In Maryland, the infant mortality rate in 2012 was 6.3 per 1,000 live births, down six percent from 2011. The mortality rate for African American infants declined by 14 percent, to 10.3 per 1,000 live births. The infant mortality rate fell by 21 percent between 2008 and 2012, which translates to 159 fewer infant deaths in 2012 than in 2008.
According to the CDC, the infant mortality rate in New Jersey in 2009 was 5.27 per 1000 live births. For Hispanics, it was 5.04 and for African Americans 12.07 per 1000 live births.
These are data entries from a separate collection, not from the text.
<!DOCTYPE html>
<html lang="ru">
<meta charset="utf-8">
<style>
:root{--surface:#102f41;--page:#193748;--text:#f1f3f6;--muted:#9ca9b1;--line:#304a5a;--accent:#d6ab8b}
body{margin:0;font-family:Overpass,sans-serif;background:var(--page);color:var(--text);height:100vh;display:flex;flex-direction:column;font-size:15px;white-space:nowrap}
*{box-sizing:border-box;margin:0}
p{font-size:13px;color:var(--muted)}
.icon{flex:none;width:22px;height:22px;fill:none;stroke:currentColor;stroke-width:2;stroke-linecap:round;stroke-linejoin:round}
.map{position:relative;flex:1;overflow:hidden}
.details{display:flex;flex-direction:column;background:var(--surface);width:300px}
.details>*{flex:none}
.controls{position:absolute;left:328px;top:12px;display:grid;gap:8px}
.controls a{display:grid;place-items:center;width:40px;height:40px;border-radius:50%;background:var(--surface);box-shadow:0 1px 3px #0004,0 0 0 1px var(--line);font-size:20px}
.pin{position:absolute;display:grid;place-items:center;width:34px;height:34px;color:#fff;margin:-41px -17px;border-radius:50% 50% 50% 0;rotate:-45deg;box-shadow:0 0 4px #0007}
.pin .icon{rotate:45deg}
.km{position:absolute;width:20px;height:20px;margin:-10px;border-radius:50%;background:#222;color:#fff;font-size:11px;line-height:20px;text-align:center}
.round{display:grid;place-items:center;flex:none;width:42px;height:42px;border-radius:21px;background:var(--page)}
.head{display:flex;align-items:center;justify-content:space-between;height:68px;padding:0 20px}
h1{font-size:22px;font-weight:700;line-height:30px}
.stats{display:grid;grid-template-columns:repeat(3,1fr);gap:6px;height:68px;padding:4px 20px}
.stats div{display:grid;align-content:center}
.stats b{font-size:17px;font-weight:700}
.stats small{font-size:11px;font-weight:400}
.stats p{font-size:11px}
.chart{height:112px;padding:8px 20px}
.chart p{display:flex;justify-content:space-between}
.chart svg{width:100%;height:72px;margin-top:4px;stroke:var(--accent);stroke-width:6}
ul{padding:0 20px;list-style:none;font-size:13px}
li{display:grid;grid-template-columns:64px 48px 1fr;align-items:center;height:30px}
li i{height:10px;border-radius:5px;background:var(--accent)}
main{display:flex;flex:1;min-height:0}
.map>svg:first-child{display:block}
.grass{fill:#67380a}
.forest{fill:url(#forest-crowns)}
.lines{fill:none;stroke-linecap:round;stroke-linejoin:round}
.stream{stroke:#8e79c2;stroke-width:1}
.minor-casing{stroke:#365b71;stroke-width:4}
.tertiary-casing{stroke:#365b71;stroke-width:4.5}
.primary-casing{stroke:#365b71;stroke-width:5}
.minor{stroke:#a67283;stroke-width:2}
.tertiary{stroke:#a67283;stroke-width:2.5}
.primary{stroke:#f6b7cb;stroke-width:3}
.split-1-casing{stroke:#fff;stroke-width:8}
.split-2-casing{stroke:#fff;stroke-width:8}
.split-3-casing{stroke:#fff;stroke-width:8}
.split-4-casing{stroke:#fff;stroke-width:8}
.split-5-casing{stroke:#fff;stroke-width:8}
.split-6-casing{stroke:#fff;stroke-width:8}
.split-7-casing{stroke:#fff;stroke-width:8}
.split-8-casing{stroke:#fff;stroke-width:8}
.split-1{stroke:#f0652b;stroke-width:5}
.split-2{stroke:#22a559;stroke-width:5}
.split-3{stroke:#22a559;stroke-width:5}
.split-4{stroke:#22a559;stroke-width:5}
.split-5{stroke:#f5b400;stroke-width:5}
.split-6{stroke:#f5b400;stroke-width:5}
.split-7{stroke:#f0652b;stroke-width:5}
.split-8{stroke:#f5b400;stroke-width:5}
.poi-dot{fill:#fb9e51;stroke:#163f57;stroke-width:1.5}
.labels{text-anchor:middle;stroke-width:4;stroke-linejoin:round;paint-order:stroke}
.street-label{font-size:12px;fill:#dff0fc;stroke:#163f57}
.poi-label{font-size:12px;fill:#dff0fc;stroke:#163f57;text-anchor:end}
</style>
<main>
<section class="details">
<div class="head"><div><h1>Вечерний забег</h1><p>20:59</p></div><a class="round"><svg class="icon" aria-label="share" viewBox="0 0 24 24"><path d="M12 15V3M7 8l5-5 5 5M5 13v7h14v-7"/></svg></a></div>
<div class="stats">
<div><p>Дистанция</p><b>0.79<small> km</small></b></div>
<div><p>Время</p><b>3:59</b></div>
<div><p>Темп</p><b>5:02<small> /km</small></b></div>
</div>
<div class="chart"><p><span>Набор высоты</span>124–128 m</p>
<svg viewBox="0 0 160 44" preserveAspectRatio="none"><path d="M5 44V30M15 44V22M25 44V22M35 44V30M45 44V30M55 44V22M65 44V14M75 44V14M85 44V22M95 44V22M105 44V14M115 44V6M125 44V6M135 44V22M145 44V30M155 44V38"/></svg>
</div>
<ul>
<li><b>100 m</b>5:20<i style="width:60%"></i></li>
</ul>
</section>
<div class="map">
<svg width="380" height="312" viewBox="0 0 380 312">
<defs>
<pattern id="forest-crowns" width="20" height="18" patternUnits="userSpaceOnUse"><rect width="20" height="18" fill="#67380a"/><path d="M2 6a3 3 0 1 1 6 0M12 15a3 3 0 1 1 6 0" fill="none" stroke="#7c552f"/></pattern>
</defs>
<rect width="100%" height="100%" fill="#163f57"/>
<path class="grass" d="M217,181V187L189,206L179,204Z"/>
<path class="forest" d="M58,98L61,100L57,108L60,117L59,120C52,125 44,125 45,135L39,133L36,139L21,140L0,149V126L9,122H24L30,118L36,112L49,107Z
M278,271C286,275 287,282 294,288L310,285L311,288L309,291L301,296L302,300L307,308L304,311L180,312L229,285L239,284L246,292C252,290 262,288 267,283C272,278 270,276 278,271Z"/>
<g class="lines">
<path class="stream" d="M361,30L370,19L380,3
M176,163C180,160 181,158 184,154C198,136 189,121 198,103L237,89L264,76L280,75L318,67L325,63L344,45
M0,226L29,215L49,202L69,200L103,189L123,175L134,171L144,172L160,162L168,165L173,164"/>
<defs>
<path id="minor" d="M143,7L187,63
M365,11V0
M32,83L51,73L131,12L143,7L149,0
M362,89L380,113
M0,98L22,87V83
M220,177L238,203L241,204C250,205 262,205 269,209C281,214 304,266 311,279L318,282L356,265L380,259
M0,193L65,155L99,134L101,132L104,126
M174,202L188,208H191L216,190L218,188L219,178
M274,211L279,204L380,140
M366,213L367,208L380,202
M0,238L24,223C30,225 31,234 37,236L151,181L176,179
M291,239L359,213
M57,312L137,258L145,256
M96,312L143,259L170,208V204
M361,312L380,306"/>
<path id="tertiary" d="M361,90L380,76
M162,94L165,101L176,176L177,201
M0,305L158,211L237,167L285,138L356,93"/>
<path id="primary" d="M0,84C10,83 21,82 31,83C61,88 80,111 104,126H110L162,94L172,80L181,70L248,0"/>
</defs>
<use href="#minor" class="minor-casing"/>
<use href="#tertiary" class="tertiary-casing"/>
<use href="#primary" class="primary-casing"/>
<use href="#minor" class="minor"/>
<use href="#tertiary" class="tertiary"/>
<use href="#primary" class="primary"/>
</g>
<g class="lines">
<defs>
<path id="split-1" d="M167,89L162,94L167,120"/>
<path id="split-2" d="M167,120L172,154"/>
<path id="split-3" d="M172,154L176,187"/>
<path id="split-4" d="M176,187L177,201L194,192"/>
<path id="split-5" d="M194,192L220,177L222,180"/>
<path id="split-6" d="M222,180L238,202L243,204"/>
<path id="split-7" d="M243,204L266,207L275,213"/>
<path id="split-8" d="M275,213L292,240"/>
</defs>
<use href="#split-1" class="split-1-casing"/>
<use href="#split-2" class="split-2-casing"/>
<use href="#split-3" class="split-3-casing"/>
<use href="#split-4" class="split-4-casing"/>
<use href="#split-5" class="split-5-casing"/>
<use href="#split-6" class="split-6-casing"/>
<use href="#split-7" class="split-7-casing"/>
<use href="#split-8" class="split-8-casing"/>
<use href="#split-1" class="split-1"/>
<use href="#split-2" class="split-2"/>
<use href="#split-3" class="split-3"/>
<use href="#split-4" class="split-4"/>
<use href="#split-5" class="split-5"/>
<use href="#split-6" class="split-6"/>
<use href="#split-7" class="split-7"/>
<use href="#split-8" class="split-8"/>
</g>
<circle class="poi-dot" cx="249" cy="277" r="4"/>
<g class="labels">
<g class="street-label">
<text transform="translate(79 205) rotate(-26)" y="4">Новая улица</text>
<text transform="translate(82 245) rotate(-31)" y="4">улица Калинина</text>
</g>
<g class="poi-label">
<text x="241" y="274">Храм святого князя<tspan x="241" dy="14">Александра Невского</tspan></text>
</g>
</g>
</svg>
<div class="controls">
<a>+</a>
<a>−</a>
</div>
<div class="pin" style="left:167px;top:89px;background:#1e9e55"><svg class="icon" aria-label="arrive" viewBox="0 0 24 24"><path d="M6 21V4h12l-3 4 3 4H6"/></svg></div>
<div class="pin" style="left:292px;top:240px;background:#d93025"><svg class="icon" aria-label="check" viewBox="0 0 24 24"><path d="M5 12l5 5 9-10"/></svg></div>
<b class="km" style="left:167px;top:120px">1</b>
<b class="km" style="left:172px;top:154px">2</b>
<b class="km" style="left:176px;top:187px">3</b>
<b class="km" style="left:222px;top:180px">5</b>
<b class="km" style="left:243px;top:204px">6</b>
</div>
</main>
The text of the resolution follows:
Expressing support for the goals and ideals of the National Infant Mortality Awareness Month, 2013.
Whereas the term "infant mortality" refers to the death of a baby before the first birthday of the baby;
Whereas the United States ranks 50th among countries in the rate of infant mortality;
Whereas high rates of infant mortality are especially prevalent in African America, Native America, Alaskan Native, Latino, Asian, and Hawaiian and other Pacific Islander communities, communities with high rates of unemployment and poverty, and communities with limited access to safe housing and medical providers;
Whereas premature birth and low birth weight are leading causes of infant mortality;
Whereas, according to the Institute of Medicine of the National Academics, premature birth costs the United States more than $26,000,000,000 annually;
Whereas infant mortality can be substantially reduced through community-based services, such as outreach, home visitation, care coordination, health education, interconceptional care, and fatherhood involvement;
Whereas support for community-based programs to reduce infant mortality services, such as outreach, home visitation, care coordination, health education, interconceptional care, and fatherhood involvement;
Whereas support for community-based programs to reduce infant mortality may result in lower future spending on medical interventions, special education, and other social services that may be need for infant and children who are born with a low birth weight;
Whereas the Department of Health and Human Services, acting through the Office of Minority Health, has implemented the "A Healthy Baby Begins With You' campaign;
Whereas the Maternal and Child Health Bureau of the Health Resources and Services Administration has provided national leadership on the issue of infant mortality;
Whereas the Advisory Committee on Infant Mortality provides advice and recommendations to the Secretary of health and Human Services with respect to developing a national strategy for reducing infant mortality;
Whereas public awareness and education campaigns on infant mortality are held during the month of September each year; and
Whereas September 2013 has been designated as "National Infant Mortality Awareness Month": Now, therefore, be it
Resolved, That the Senate -
(1) supports -
(A) the goals and ideals of National Infant Mortality Awareness Month, 2013;
(B) efforts to educate people in the United States about infant mortality and the factors that contribute to infant mortality; and
(C) efforts to reduce infant deaths, low birth weight, pre-term births, and disparities in perinatal outcomes;
(2) recognizes the critical importance of including efforts to reduce infant mortality and the factors that contribute to infant mortality as part of prevention and wellness strategies; and
(3) calls on the people of the United States to observe National Infant Mortality Awareness Month with appropriate programs and activities.